• Task brief: List, from the lines below, each one with "linecap" in it.

• Provided material:
....................
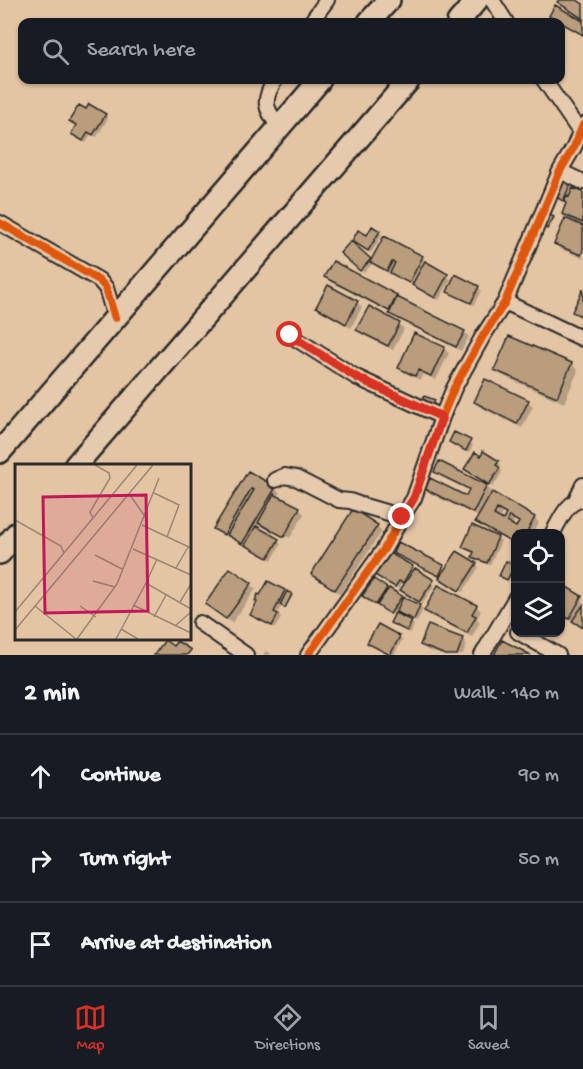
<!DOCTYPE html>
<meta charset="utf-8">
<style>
body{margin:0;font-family:"Gochi Hand",sans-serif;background:#20242c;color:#f1f3f6}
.controls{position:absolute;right:18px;bottom:18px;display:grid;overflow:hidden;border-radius:12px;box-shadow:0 2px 4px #0004}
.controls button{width:54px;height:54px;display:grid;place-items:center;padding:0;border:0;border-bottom:2px solid #363941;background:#171b24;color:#f1f3f6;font:30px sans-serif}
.stop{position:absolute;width:18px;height:18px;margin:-14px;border:4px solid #d93025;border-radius:50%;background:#fff}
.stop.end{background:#d93025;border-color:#fff;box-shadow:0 2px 6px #0008}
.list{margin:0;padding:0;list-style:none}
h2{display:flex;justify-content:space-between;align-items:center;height:78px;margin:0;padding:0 24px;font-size:26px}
h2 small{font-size:20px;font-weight:400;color:#9ea1a6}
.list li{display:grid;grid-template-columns:39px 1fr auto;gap:18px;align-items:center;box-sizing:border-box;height:84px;padding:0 24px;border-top:2px solid #363941}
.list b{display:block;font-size:22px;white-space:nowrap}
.list em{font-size:20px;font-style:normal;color:#9ea1a6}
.icon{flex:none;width:33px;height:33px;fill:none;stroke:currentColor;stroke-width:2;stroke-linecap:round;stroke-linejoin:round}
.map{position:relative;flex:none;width:583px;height:655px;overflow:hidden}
.search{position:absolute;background:#171b24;box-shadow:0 2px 4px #0004;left:18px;right:18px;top:18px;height:66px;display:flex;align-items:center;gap:15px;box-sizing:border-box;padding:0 21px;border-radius:12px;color:#9ea1a6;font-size:22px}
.sheet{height:330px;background:#171b24}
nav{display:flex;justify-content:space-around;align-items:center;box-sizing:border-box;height:84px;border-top:2px solid #363941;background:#171b24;font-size:16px;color:#9ea1a6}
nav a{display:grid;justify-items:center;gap:3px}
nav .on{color:#d93025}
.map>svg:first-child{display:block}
.shadow{fill:#0003;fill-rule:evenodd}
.building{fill:#b99d7b;stroke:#2b2b2b;stroke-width:1.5;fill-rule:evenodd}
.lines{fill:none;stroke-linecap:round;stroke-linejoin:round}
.minor-casing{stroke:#2b2b2b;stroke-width:18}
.highway-casing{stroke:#2b2b2b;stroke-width:26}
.minor{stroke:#e6caad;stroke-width:14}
.highway{stroke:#e6caad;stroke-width:21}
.cycleway-casing{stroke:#e6caad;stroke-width:11}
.cycleway{stroke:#df570e;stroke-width:8}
.route{stroke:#d93025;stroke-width:8}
.inset-road{fill:none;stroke:#998774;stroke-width:1.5}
.view{fill:#c2185b;fill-opacity:0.15;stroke:#c2185b;stroke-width:3}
.inset-edge{fill:none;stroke:#2b2b2b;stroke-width:3}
</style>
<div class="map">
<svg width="583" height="655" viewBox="0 0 583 655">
<rect width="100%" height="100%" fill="#e3c5a4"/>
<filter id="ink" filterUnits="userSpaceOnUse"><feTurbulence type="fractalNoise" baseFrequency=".0167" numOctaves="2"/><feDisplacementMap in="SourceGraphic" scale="12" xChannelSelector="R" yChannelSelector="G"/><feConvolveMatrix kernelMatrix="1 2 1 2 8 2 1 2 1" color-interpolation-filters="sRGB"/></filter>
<g filter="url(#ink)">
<path class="shadow" d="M 105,115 L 108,118 L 97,137 L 91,134 L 86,143 L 76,137 L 78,126 Z
M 570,184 L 573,187 L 572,189 L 583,194 L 583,258 L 560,249 L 556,244 L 573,223 L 563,214 L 566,202 L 555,196 Z
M 553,218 L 554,219 L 549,229 L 543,226 Z
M 379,232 L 382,235 L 371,253 L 357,244 Z
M 351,243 L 372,262 L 422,257 L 427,262 L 426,264 L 451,279 L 439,300 L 414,285 L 414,286 L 396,277 L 393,274 L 392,275 L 377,267 L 373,263 L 364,273 L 342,253 Z
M 333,264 L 397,297 L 401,301 L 464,332 L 469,337 L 461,351 L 396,318 L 390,313 L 331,282 L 326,277 Z
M 329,287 L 357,303 L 362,307 L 351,328 L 322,312 L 317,307 Z
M 478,287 L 481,290 L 474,305 L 452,295 L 449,292 Z
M 399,324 L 404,329 L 393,350 L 363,335 L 358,330 Z
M 510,338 L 572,364 L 578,371 L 564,403 L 503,376 L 496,370 Z
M 444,349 L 449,353 L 436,380 L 423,374 L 420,380 L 405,373 L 400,368 Z
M 486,381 L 528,402 L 533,406 L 522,428 L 480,407 L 475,402 Z
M 455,434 L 470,442 L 473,445 L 469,453 L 453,445 L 450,442 Z
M 481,458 L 498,462 L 501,465 L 499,468 L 502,472 L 493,487 L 469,472 Z
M 436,472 L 486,486 L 491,491 L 485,503 L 487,504 L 492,494 L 535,518 L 539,523 L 533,534 L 516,534 L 516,546 L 482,527 L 477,522 L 479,517 L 431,494 L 426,489 L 467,498 L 470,491 L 441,477 ZM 502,513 L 507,516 L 503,522 L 499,520 ZM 515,520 L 520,523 L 517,529 L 511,526 Z
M 248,473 L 275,488 L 280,493 L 277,497 L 299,509 L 304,514 L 290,538 L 262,524 L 258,529 L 281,544 L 272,560 L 248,546 L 247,548 L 230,537 L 229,538 L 220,533 L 215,528 Z
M 377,526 L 382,531 L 340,594 L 317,579 L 313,574 Z
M 497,538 L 501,541 L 490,565 L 477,560 L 474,557 L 475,554 L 467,550 L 464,547 Z
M 395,553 L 443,567 L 446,570 L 476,564 L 479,567 L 463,592 L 441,577 L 398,556 Z
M 514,566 L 515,567 L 509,580 L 501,576 Z
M 412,567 L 435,585 L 422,604 L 405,592 L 406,584 L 402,582 L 398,589 L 378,577 Z
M 374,581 L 403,599 L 420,606 L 423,609 L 417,622 L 406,617 L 414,625 L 411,633 L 395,626 L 392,623 L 395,617 L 367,599 ZM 397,611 L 406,620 L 395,615 Z
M 251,584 L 256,589 L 232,623 L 207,604 Z
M 284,591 L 287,594 L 288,593 L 293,596 L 286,607 L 282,605 L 277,614 L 281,618 L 275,628 L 255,618 L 252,615 Z
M 581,597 L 583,599 L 583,602 L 579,609 L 581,610 L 583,607 L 583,628 L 573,620 L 572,621 L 560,614 Z
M 476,606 L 481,611 L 477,619 L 480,622 L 472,637 L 431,616 L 426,611 Z
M 399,637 L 402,640 L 394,655 L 388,655 L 369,643 Z
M 462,639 L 467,644 L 463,655 L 441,655 L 427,650 L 422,645 Z
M 266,651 L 272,655 L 263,655 Z"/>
<path class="building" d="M 559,0 L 577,0 L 583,4 L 583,19 L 557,2 Z
M 555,5 L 583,21 L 583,35 L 549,16 Z
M 89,104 L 106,114 L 93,135 L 88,132 L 83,141 L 71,134 L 76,125 L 69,121 L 79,105 L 86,109 Z
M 561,179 L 571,183 L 563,201 L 554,196 Z
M 573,188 L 583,192 L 583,223 L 562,214 L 566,203 L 564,202 L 567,196 L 569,197 Z
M 546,213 L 554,217 L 547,229 L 540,225 Z
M 565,218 L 583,226 L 583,250 L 581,255 L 554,244 Z
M 372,226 L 380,231 L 368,251 L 352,241 L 358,230 L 367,235 Z
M 384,236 L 423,256 L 409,283 L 390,273 L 395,263 L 392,262 L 387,271 L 370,262 Z
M 351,241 L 371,259 L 360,271 L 340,253 Z
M 333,261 L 397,295 L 389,311 L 324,277 Z
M 425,261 L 448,274 L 435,298 L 412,285 Z
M 455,274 L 479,286 L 471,303 L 447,292 Z
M 328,285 L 358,301 L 346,324 L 316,307 Z
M 583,289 L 583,317 L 572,312 Z
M 397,297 L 465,331 L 456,347 L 389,314 Z
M 369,306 L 400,323 L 388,346 L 356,330 Z
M 414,333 L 445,347 L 431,376 L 418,370 L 415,376 L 398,368 Z
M 509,336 L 572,363 L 557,397 L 494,370 Z
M 485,379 L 529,400 L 517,424 L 474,402 Z
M 424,396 L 435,400 L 431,410 L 420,406 Z
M 454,432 L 471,440 L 466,451 L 449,442 Z
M 483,451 L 499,461 L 496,465 L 500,468 L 489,485 L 464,469 L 475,452 L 481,456 Z
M 439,461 L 487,485 L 473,513 L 425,489 L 430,478 L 466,496 L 469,489 L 434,472 Z
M 248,471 L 276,487 L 242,544 L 227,535 L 254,490 L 251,489 L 224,535 L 213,529 Z
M 492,492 L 535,517 L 526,534 L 516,534 L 516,545 L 475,522 ZM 497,509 L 506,514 L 503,520 L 494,515 ZM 509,516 L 519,522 L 516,527 L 507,522 Z
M 274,494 L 300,507 L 284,537 L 258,523 Z
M 353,509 L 378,525 L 335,590 L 311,574 Z
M 472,525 L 498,537 L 487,563 L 472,557 L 474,552 L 462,547 Z
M 256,526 L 279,539 L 268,558 L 245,545 Z
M 398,542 L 444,565 L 439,576 L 393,553 Z
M 386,551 L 413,566 L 403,583 L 399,581 L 395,587 L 373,574 Z
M 457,551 L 477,563 L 459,591 L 439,578 Z
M 506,561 L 515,565 L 507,580 L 499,576 Z
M 230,568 L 252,583 L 226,619 L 205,604 Z
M 415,568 L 434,580 L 419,602 L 400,590 Z
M 374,579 L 387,588 L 376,605 L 362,596 Z
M 268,581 L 285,590 L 274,612 L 278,614 L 272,626 L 250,615 L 257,602 L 255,601 L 258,594 L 260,595 Z
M 560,583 L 582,596 L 569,619 L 560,614 Z
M 438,585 L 477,605 L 472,614 L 476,616 L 467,633 L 424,611 Z
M 389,588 L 402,596 L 390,614 L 377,605 Z
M 287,591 L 292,594 L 285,608 L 280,605 Z
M 403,597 L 420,605 L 414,620 L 396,612 Z
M 583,605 L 583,628 L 572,621 Z
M 395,613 L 412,621 L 407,631 L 390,623 Z
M 378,624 L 400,636 L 390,655 L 367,643 Z
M 428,625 L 463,638 L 457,655 L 446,655 L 420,645 Z
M 165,640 L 173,646 L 177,641 L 191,650 L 187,655 L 154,655 Z
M 502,640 L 531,655 L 494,655 Z"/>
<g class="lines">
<g class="minor-casing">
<path id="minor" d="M 492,0 L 506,22
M 311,22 L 327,0
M 275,80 C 262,101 265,108 279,127
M 544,80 L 580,132
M 560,171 L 583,182
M 0,223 L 99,280 L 106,288 L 115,318
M 505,302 L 583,339
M 290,335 L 356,377 L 442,417
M 275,480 L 284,476 L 296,478 L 339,500 L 350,501 L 361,505 L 402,517
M 576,500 L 583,485
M 552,534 C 560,521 567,500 583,500
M 200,623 L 246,655
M 518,632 L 558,655
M 308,655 L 384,549 L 402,517 L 414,498 L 442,417 L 454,388 L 483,336 L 505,302 L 560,171 L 574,147 L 583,125
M 482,655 L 516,597"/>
</g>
<g class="highway-casing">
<path id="highway" d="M 369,22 L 389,0
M 458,22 L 477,0
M 0,452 L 320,80
M 75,466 L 409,80
M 0,553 L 16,534"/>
</g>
<use href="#minor" class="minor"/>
<use href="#highway" class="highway"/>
<g class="cycleway-casing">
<path id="cycleway" d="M 0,223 L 99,280 L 106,288 L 115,318
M 290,335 L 356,377 L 442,417
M 308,655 L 384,549 L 402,517 L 414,498 L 442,417 L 454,388 L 483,336 L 505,302 L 560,171 L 574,147 L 583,125"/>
</g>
<use href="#cycleway" class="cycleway"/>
</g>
</g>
<g class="lines" filter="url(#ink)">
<path class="route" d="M 290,335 L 356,377 L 442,417 L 414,498 L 402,517"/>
</g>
<g transform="translate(15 464)">
<rect width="176" height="176" fill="#e3c5a4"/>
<path class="inset-road" d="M 139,29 L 164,41 L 152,73M 115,31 L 131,54M 78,54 L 75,48 L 95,14 L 94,9 L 80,1M 0,56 L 46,82 L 49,89M 127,61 L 176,84M 118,85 L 176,111M 80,91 L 107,105M 161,104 L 173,83M 78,117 L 100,123M 131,119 L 142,95M 165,138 L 176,120M 118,141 L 176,169M 20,142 L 61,175M 65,142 L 81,153M 0,148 L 122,1M 139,153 L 151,131M 161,161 L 176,148M 106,165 L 123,175M 0,166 L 138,1M 62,175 L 102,120 L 144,14M 101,175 L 131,119 L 176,145"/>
<path class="view" d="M 131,31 L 133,147 L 30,149 L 28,33 Z"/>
<rect width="176" height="176" class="inset-edge"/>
</g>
</svg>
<div class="controls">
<button><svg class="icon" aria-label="locate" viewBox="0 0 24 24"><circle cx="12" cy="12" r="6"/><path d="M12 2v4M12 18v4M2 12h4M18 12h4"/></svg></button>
<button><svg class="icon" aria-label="layers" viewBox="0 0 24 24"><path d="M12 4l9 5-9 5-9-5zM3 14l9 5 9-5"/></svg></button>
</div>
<div class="stop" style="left:290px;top:335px"></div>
<div class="stop end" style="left:402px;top:517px"></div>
<div class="search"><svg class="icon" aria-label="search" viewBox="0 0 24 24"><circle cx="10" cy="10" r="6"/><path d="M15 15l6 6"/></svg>Search here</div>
</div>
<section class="sheet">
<h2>2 min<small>Walk · 140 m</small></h2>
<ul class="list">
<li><svg class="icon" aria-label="ahead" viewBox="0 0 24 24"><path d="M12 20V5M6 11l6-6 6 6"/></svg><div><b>Continue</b></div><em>90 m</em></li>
<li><svg class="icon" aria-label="right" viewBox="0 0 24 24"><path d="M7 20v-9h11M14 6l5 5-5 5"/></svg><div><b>Turn right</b></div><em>50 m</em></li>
<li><svg class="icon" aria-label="arrive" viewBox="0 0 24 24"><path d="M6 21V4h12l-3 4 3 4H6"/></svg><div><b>Arrive at destination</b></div></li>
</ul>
</section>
<nav>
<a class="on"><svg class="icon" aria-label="map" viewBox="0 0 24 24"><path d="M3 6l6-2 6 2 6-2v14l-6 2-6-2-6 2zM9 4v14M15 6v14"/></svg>Map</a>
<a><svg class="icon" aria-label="directions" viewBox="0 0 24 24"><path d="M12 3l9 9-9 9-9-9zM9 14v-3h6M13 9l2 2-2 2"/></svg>Directions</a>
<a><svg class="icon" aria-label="saved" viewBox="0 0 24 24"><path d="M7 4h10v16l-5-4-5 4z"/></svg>Saved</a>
</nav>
....................
• Result for this task:
.icon{flex:none;width:33px;height:33px;fill:none;stroke:currentColor;stroke-width:2;stroke-linecap:round;stroke-linejoin:round}
.lines{fill:none;stroke-linecap:round;stroke-linejoin:round}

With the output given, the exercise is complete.